Look through the material below. Return exactly the lines from the one with "805px,929px 829px,903px 849px,985px" through the one with "810px,988px 839px,961px 857px,942px", both included.

→ **Exercise material**:
----------
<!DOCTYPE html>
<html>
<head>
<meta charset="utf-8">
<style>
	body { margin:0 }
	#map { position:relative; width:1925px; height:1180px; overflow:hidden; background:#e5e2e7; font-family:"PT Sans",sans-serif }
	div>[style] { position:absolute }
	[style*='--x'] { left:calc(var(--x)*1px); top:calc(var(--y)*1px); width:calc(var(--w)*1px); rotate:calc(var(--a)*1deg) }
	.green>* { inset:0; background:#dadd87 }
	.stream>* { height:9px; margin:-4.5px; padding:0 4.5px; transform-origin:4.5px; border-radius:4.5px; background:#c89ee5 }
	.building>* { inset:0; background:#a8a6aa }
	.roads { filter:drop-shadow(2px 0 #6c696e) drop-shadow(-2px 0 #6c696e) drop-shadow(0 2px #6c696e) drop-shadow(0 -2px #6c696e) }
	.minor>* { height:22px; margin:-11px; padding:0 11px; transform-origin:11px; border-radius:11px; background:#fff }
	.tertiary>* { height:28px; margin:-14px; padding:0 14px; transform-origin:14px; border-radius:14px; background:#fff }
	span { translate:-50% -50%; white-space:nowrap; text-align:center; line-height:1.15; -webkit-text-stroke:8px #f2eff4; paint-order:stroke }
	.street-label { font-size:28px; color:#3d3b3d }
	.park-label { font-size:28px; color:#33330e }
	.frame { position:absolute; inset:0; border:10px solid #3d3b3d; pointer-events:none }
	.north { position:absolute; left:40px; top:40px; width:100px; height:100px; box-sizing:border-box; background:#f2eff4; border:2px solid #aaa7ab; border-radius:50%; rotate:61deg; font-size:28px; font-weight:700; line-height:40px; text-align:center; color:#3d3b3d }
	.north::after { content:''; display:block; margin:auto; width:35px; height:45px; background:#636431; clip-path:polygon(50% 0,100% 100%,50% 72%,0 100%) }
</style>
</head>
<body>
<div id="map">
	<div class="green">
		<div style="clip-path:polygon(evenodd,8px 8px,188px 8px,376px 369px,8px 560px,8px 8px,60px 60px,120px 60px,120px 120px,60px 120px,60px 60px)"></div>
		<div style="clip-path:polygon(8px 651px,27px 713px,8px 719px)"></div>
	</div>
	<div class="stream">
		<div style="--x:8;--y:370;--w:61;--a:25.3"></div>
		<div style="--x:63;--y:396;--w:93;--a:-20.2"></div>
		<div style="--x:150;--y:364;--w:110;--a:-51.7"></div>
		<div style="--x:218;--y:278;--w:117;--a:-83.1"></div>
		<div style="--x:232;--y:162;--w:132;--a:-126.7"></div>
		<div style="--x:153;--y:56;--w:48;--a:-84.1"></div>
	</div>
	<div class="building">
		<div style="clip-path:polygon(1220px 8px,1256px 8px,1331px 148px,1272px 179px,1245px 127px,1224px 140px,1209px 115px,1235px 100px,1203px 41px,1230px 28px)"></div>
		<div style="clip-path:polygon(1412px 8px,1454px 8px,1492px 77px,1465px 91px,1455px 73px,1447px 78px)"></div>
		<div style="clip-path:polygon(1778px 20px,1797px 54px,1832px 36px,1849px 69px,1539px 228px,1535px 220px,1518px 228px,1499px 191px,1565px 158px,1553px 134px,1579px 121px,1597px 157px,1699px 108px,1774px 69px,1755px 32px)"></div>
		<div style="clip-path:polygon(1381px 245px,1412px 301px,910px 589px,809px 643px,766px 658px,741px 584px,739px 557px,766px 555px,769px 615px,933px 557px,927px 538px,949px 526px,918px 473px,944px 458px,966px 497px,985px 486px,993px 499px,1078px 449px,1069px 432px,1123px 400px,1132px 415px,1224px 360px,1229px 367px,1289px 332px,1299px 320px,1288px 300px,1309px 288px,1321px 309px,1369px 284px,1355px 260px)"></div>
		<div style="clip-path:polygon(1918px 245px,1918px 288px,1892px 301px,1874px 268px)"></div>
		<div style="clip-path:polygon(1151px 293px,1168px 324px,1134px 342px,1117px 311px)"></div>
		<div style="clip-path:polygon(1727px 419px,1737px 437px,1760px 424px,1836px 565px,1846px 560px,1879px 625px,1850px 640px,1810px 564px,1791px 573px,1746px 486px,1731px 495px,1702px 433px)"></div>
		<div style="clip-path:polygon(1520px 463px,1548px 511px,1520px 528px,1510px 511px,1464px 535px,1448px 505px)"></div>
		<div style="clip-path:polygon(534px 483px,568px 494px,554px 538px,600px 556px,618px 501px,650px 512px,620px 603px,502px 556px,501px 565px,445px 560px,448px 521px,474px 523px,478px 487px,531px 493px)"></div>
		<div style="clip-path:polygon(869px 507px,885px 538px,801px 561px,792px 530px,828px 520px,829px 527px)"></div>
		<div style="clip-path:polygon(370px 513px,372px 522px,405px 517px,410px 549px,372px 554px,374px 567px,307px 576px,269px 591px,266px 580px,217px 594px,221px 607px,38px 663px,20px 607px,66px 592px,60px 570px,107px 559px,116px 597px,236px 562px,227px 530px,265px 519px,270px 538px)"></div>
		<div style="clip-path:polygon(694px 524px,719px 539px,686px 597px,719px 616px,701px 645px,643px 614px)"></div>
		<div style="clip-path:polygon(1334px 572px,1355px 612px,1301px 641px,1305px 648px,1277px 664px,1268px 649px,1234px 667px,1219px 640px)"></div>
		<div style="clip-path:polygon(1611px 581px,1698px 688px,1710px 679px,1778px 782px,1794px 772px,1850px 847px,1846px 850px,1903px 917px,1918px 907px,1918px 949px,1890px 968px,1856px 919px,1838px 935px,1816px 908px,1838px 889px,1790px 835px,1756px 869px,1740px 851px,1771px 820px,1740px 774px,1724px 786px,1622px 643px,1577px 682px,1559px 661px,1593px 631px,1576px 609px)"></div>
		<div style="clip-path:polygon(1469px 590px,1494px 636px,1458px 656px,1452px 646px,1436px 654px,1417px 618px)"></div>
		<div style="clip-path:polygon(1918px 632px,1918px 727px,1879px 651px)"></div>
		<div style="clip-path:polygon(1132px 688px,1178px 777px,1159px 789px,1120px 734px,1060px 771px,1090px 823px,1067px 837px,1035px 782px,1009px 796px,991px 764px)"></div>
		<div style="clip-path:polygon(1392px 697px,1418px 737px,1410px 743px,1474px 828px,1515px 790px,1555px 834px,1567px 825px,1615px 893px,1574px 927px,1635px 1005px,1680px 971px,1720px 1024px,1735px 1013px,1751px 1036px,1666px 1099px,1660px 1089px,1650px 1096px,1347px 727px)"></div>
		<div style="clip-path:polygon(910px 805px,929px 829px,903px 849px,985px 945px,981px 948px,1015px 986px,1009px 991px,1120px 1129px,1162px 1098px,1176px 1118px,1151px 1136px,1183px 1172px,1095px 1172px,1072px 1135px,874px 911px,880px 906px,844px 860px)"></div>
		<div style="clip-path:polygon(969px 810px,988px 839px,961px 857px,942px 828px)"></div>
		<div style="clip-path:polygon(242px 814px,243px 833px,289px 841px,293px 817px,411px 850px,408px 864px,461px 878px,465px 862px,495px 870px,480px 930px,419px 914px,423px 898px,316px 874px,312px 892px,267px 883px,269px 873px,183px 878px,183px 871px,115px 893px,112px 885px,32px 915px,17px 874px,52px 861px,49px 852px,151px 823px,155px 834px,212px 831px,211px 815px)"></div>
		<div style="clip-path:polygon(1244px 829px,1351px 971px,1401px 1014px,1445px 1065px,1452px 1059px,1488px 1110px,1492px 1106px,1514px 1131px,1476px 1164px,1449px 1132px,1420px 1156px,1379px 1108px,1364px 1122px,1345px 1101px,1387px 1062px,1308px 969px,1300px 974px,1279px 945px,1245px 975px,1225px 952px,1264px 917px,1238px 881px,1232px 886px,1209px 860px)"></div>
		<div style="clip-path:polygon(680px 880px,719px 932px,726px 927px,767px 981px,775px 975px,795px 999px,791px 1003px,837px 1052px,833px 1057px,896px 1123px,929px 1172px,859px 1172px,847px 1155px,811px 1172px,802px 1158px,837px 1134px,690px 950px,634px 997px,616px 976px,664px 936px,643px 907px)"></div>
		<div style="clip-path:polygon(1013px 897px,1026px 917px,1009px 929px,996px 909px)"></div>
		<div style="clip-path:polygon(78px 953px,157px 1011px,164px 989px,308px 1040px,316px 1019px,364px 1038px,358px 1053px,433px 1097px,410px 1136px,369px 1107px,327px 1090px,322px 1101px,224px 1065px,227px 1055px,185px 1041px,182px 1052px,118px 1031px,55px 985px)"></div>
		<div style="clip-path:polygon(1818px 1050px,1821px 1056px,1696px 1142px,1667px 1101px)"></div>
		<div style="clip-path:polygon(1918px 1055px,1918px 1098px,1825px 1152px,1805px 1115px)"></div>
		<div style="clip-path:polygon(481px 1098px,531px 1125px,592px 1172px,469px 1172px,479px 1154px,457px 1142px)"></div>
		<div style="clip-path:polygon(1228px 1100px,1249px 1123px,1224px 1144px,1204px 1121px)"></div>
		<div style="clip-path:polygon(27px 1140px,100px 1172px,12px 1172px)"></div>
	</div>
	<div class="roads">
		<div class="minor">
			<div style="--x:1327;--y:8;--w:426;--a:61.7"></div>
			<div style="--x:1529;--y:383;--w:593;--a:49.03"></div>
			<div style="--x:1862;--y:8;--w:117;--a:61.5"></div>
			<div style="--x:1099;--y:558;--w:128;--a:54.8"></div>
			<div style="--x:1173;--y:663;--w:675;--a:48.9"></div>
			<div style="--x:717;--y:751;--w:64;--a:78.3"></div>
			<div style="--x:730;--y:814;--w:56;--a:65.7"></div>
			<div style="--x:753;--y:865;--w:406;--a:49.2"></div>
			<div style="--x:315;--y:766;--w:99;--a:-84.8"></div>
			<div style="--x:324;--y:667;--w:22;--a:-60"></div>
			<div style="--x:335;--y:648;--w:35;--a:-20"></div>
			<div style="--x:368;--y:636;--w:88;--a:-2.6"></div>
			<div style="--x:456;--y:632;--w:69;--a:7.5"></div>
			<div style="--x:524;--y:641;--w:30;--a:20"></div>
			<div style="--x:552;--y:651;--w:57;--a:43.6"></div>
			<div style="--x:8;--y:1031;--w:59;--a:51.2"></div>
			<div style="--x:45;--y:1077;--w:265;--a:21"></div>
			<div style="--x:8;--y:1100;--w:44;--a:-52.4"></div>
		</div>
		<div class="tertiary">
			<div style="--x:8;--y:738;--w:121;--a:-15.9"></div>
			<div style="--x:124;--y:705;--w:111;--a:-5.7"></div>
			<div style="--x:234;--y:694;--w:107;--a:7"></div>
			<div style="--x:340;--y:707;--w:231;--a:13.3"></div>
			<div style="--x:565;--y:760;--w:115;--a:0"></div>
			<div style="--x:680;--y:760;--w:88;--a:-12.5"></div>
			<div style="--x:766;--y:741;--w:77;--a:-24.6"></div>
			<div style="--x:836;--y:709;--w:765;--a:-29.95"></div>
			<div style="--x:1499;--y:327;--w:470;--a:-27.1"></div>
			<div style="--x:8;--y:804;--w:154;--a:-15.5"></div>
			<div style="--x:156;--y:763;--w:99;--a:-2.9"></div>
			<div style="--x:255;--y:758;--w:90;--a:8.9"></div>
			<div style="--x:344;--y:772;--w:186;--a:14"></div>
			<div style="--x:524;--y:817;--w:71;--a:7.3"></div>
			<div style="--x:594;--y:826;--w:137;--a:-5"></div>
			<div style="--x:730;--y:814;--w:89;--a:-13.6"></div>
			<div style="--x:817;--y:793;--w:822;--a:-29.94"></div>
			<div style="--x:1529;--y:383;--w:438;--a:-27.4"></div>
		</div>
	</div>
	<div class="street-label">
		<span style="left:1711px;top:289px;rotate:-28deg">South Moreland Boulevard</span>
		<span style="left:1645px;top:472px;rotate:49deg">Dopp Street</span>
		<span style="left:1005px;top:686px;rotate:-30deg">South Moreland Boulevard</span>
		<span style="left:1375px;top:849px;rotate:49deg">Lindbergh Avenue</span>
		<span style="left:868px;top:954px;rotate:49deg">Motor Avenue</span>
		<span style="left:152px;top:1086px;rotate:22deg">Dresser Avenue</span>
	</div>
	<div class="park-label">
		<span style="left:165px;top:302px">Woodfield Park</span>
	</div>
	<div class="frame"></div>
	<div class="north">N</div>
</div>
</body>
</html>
----------
→ **Reply**:
		<div style="clip-path:polygon(910px 805px,929px 829px,903px 849px,985px 945px,981px 948px,1015px 986px,1009px 991px,1120px 1129px,1162px 1098px,1176px 1118px,1151px 1136px,1183px 1172px,1095px 1172px,1072px 1135px,874px 911px,880px 906px,844px 860px)"></div>
		<div style="clip-path:polygon(969px 810px,988px 839px,961px 857px,942px 828px)"></div>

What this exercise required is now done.